Je me rhabille et nous partons rapidement. Je suis gelé jusqu’aux os. J’ai même l’impression que mon cœur s’est arrêté de battre. J’accélère le pas pour me réchauffer et activer la circulation.
Nous arrivons rapidement Bhojbasa où notre ashram est très bien rangé mais désert, le gardien n’est pas là. Nous prenons nos sacs et repartons pour Gangotri où nous arriverons vers 16h. Nous y rencontrons des jeunes de 20 ans qui ont fait l’aller-retour dans la journée !

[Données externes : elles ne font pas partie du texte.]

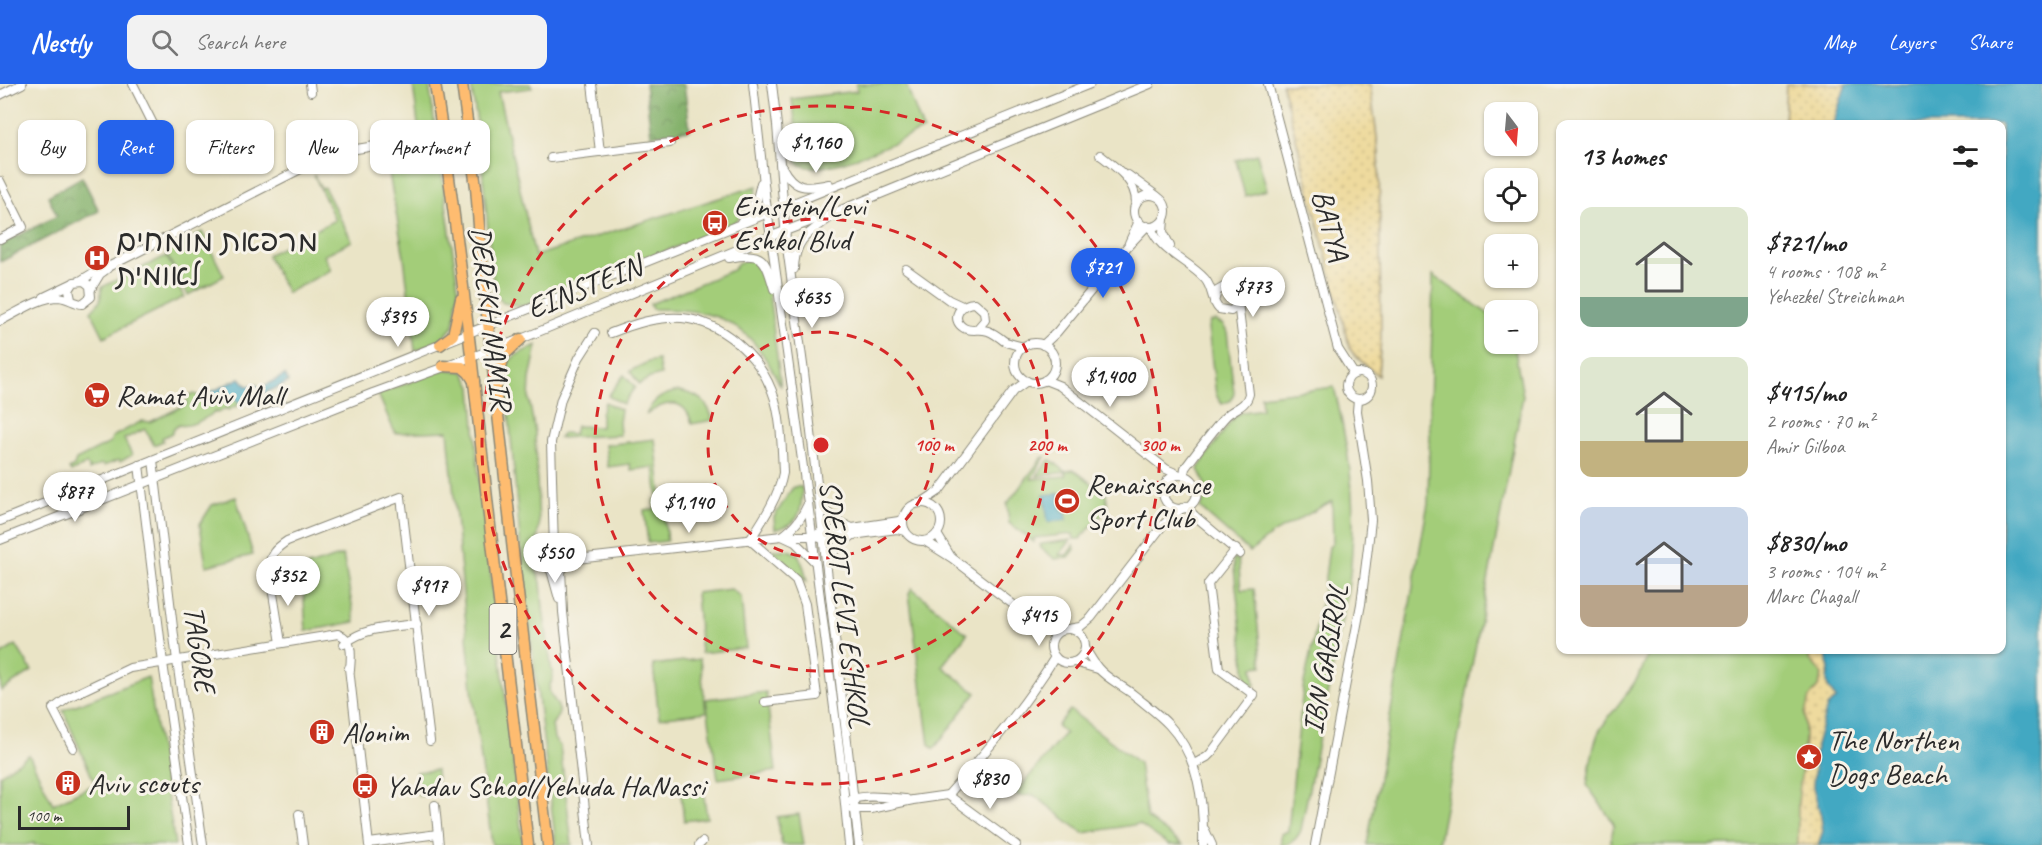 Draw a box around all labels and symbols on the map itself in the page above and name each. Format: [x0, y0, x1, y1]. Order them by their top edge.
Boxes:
north arrow [1484, 102, 1538, 156]
pin: $1,160 [767, 123, 865, 174]
street label: BATYA [1303, 185, 1359, 266]
place label: Einstein/Levi Eshkol Blvd [734, 187, 869, 259]
bus stop icon: Einstein/Levi Eshkol Blvd [700, 208, 730, 238]
place label: מרפאת מומחים לאומית [114, 222, 318, 294]
street label: DEREKH NAMIR [461, 224, 522, 416]
hospital icon: מרפאת מומחים לאומית [82, 243, 112, 273]
street label: EINSTEIN [521, 245, 652, 327]
pin: $721 [1067, 248, 1139, 299]
pin: $773 [1217, 267, 1289, 318]
pin: $635 [776, 278, 848, 329]
pin: $395 [362, 297, 434, 348]
pin: $1,400 [1061, 357, 1159, 408]
place label: Ramat Aviv Mall [116, 376, 289, 414]
supermarket icon: Ramat Aviv Mall [82, 380, 112, 410]
text: 100 m [915, 434, 955, 456]
text: 200 m [1028, 434, 1068, 456]
text: 300 m [1141, 434, 1181, 456]
centre of rings [811, 435, 831, 455]
place label: Renaissance Sport Club [1086, 465, 1212, 537]
pin: $877 [39, 472, 111, 523]
street label: SDEROT LEVI ESHKOL [811, 478, 879, 731]
pin: $1,140 [640, 483, 738, 534]
sports icon: Renaissance Sport Club [1052, 486, 1082, 516]
pin: $550 [519, 533, 591, 584]
pin: $352 [252, 556, 324, 607]
pin: $917 [393, 566, 465, 617]
street label: IBN GABIROL [1293, 580, 1357, 737]
pin: $415 [1003, 596, 1075, 647]
street label: TAGORE [175, 603, 225, 698]
road number: 2 [490, 604, 516, 654]
place label: Alonim [342, 713, 410, 751]
building icon: Alonim [307, 717, 337, 747]
place label: The Northen Dogs Beach [1828, 721, 1959, 793]
place icon: The Northen Dogs Beach [1794, 742, 1824, 772]
pin: $830 [954, 759, 1026, 810]
place label: Aviv scouts [88, 764, 201, 802]
place label: Yahdav School/Yehuda HaNassi [385, 767, 708, 805]
building icon: Aviv scouts [53, 768, 83, 798]
bus stop icon: Yahdav School/Yehuda HaNassi [350, 771, 380, 801]
scale bar [18, 803, 130, 830] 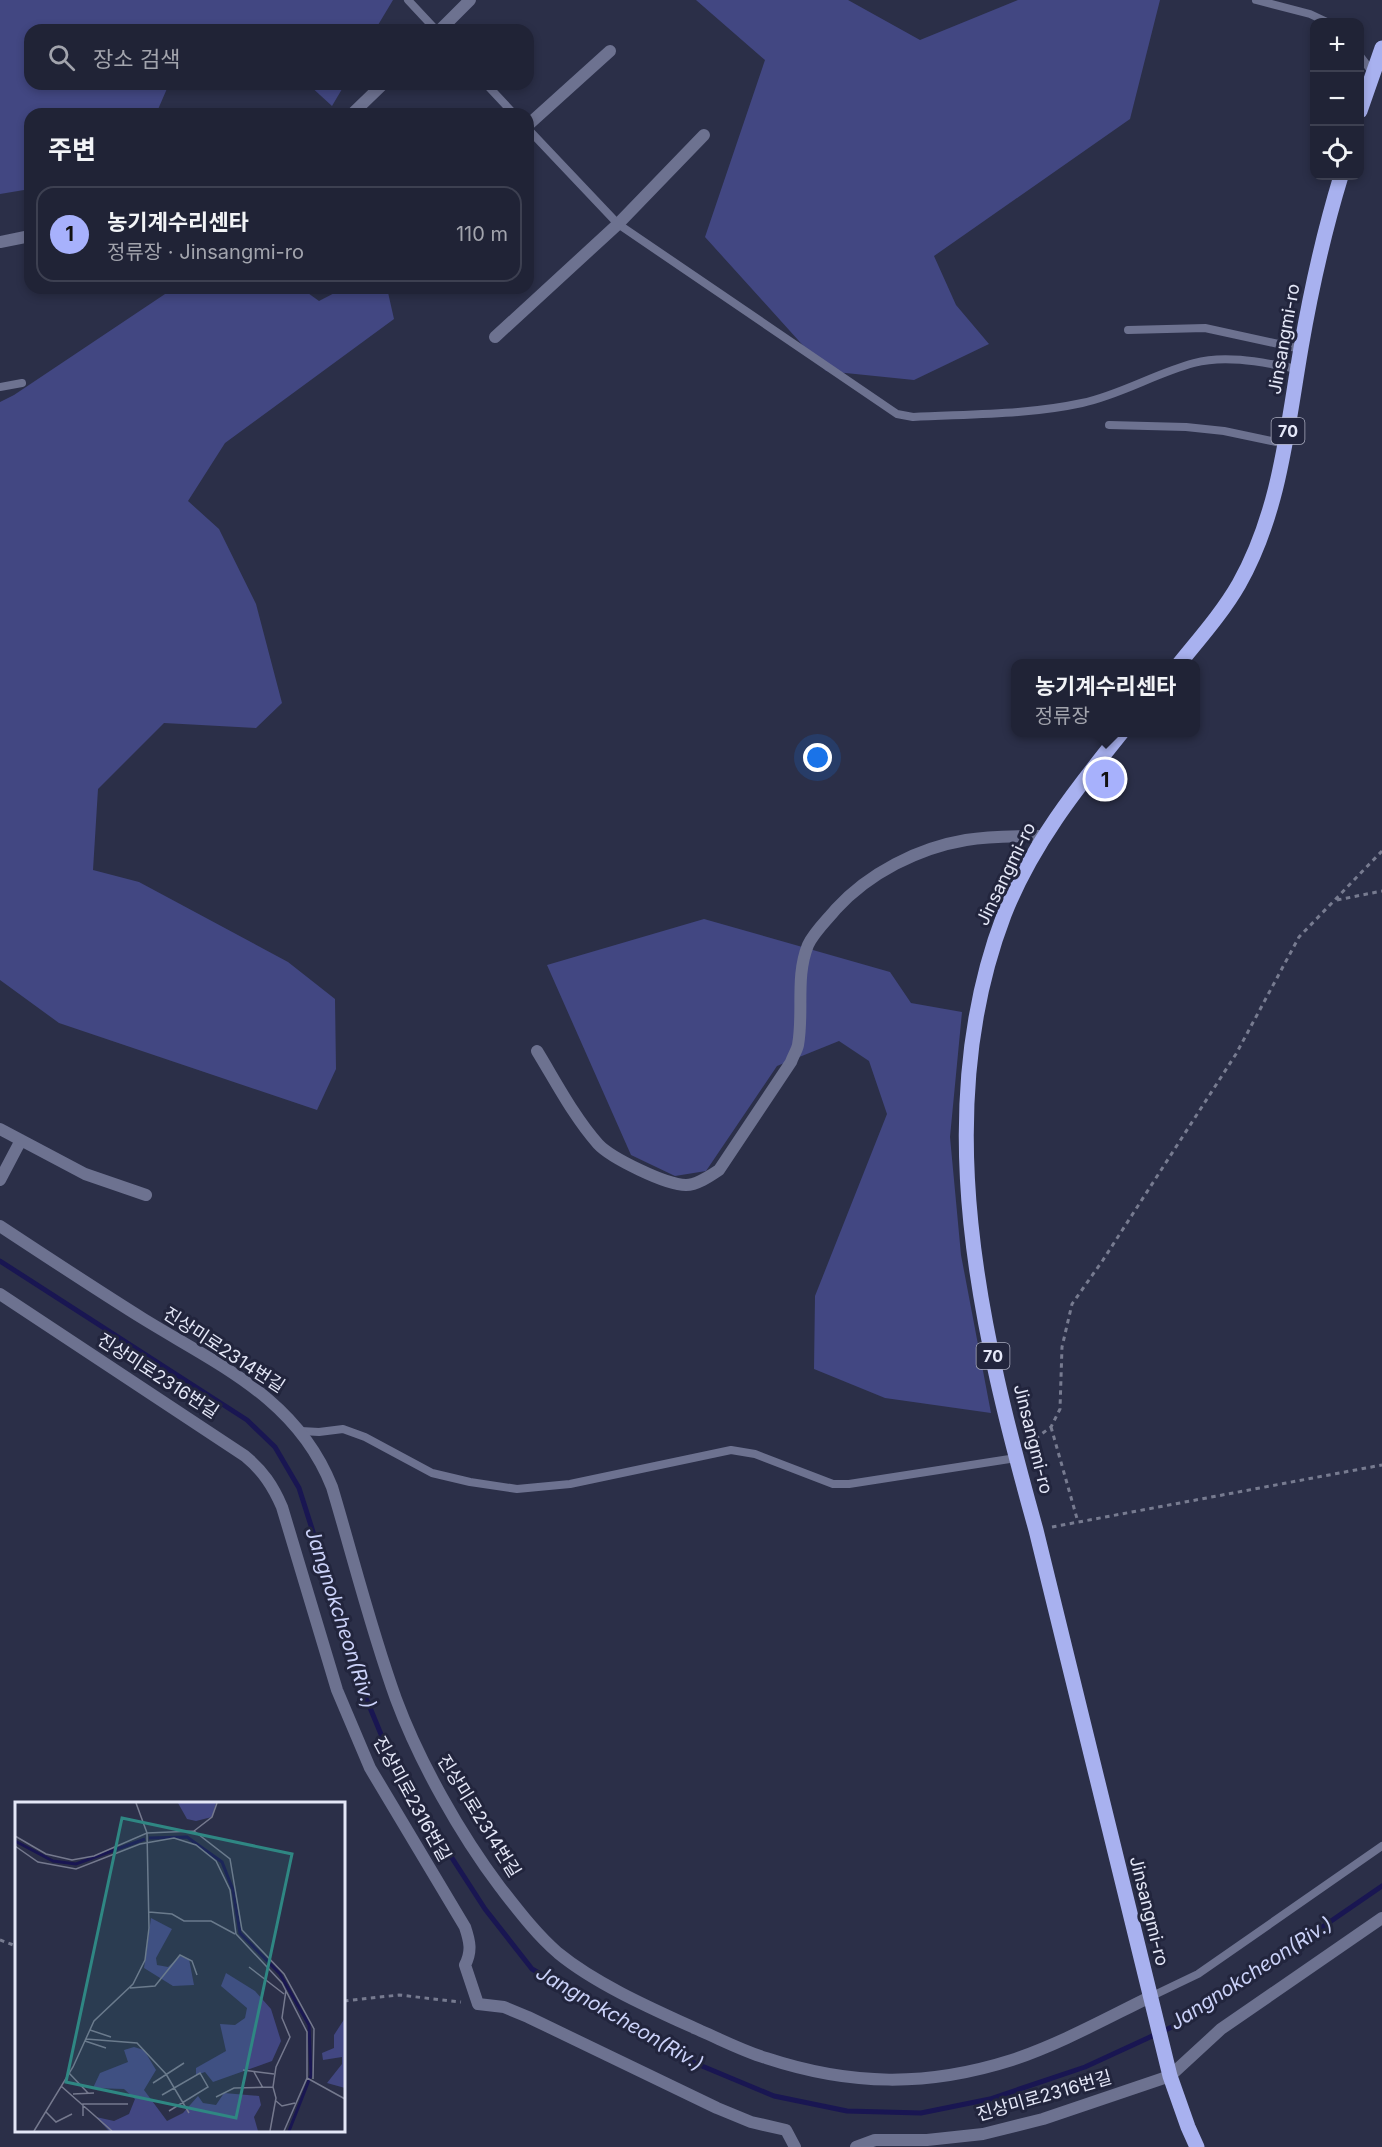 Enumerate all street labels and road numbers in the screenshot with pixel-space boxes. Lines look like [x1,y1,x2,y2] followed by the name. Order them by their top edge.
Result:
[1263,282,1304,396] street label: Jinsangmi-ro
[1272,418,1304,444] road number: 70
[972,819,1040,929] street label: Jinsangmi-ro
[160,1303,289,1397] street label: 진상미로2314번길
[94,1329,223,1422] street label: 진상미로2316번길
[976,1343,1010,1369] road number: 70
[1010,1382,1057,1496] street label: Jinsangmi-ro
[369,1732,456,1865] street label: 진상미로2316번길
[433,1751,526,1881] street label: 진상미로2314번길
[1126,1854,1173,1968] street label: Jinsangmi-ro
[974,2066,1114,2125] street label: 진상미로2316번길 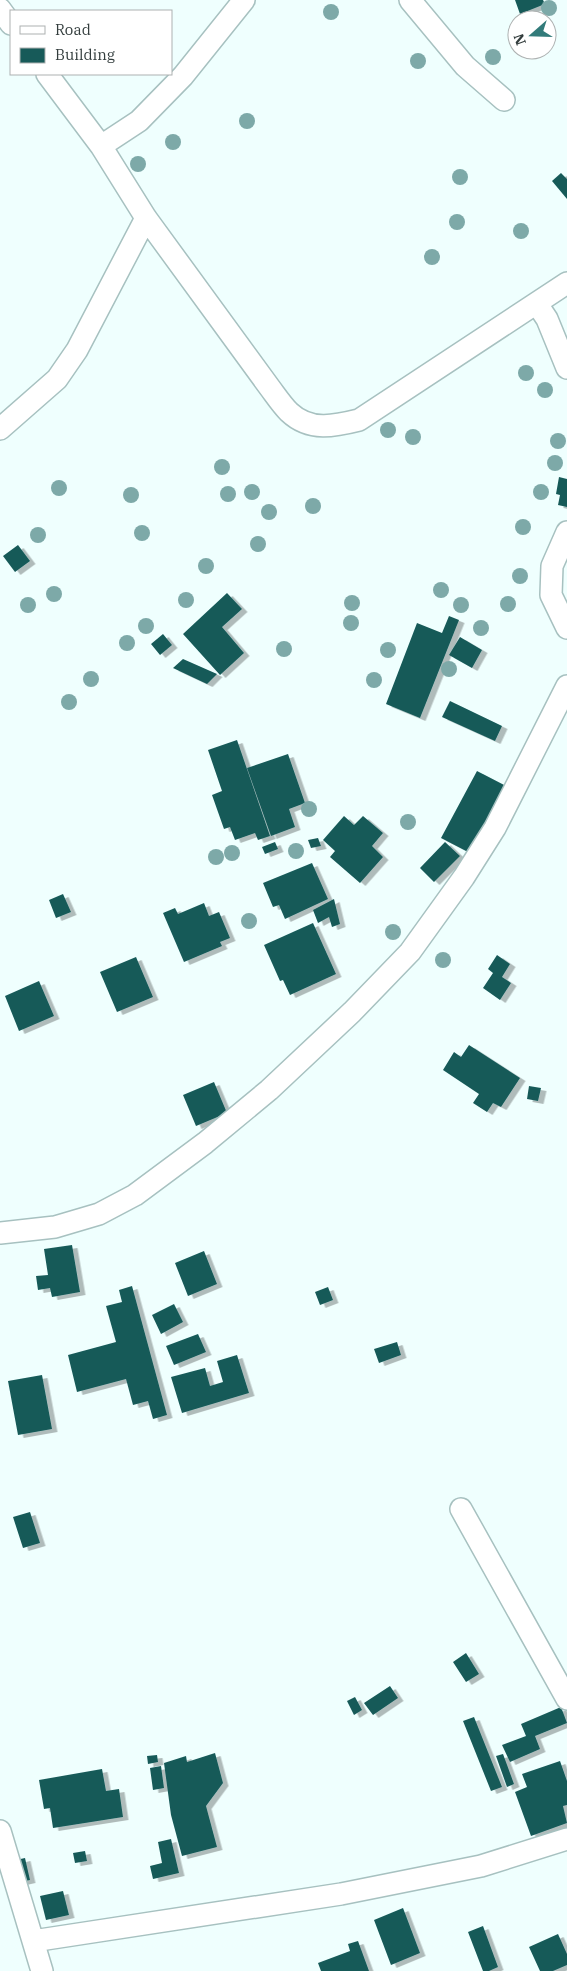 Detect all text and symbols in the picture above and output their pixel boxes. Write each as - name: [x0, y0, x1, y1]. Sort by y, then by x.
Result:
- legend: [10, 10, 172, 75]
- north arrow: [507, 10, 557, 60]
- text: Road: [55, 20, 91, 39]
- text: N: [509, 31, 530, 48]
- text: Building: [55, 45, 115, 64] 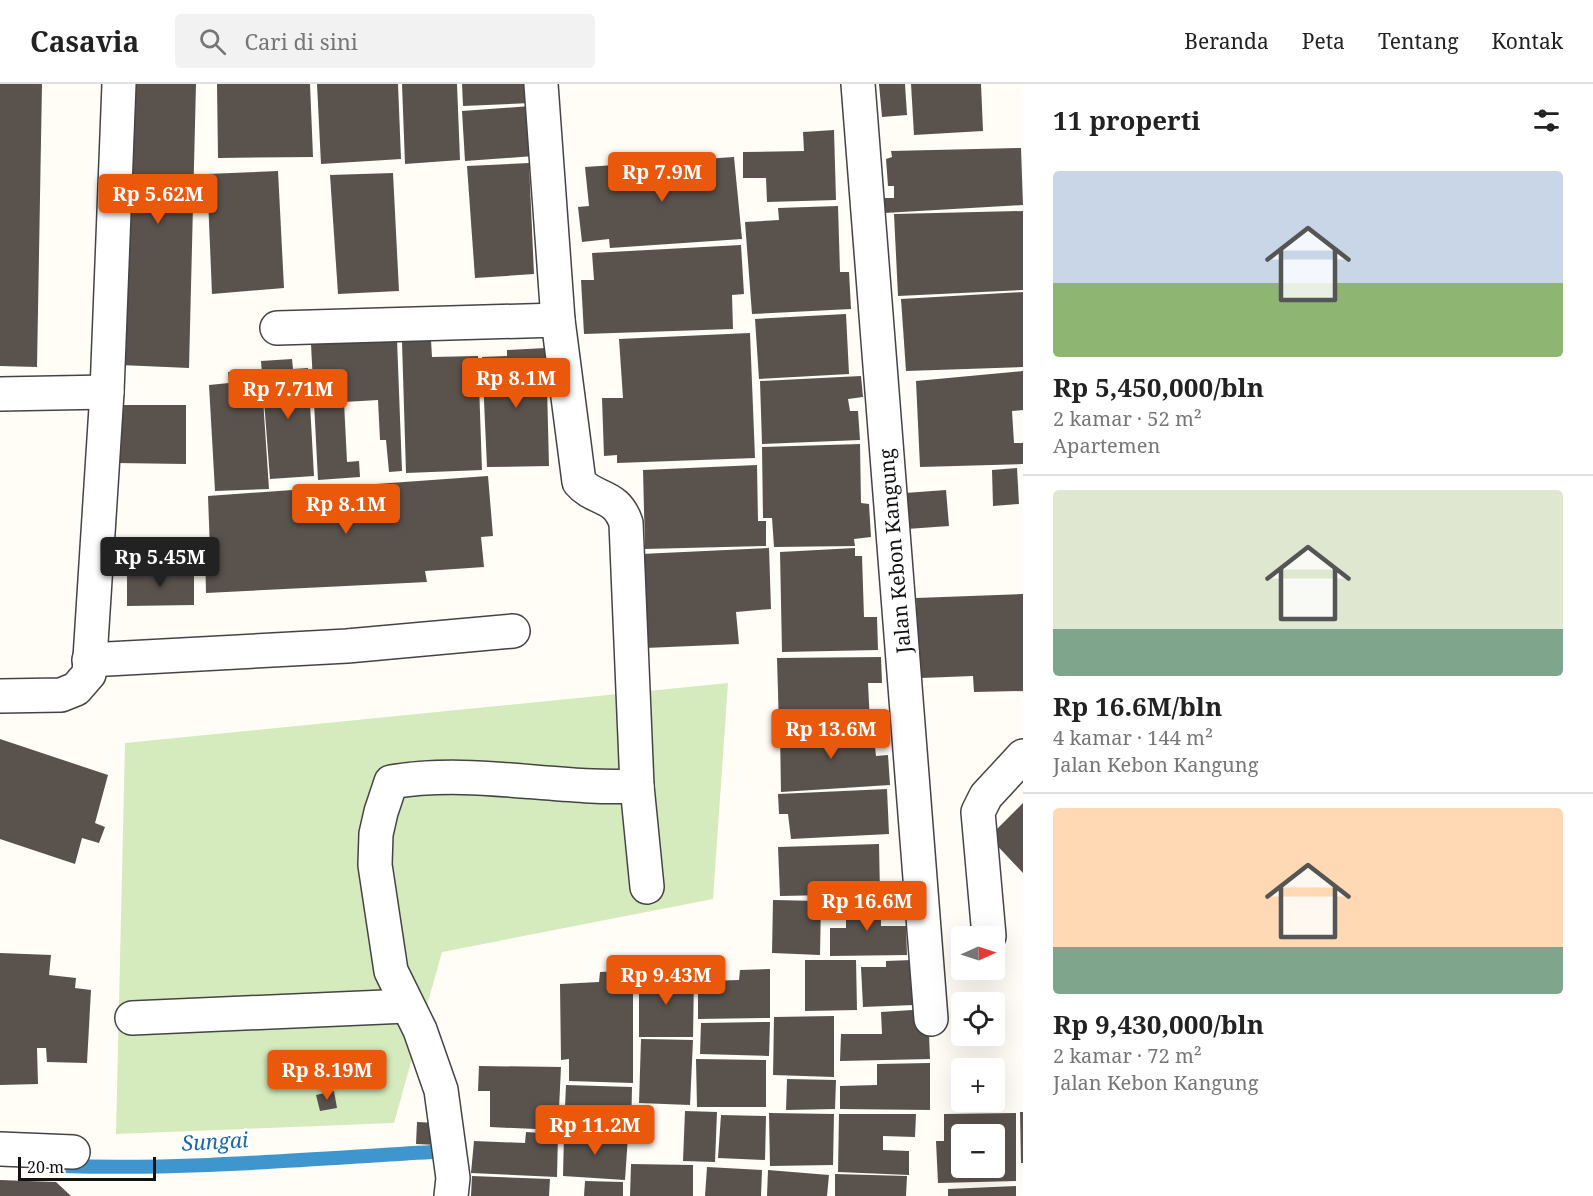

Nous allons directement à la Guest House de la GVMN où nous avons laissé nos sacs d’affaires inutiles pour cette excursion, et y réservons la meilleure chambre pour 1000 Rs, sachant que dans la « meilleure chambre » de ces coins perdus de montagne, la peinture est délavée, les draps sont tachés, et l’eau est glaciale. Nous pouvons néanmoins commander un baquet d’eau chaude pour 50 Rs. Nous en commanderons deux par gourmandise, mais n’en n’utiliserons qu’un.
Nous dinons dans un restaurant conseillé par les gardiens du refuge.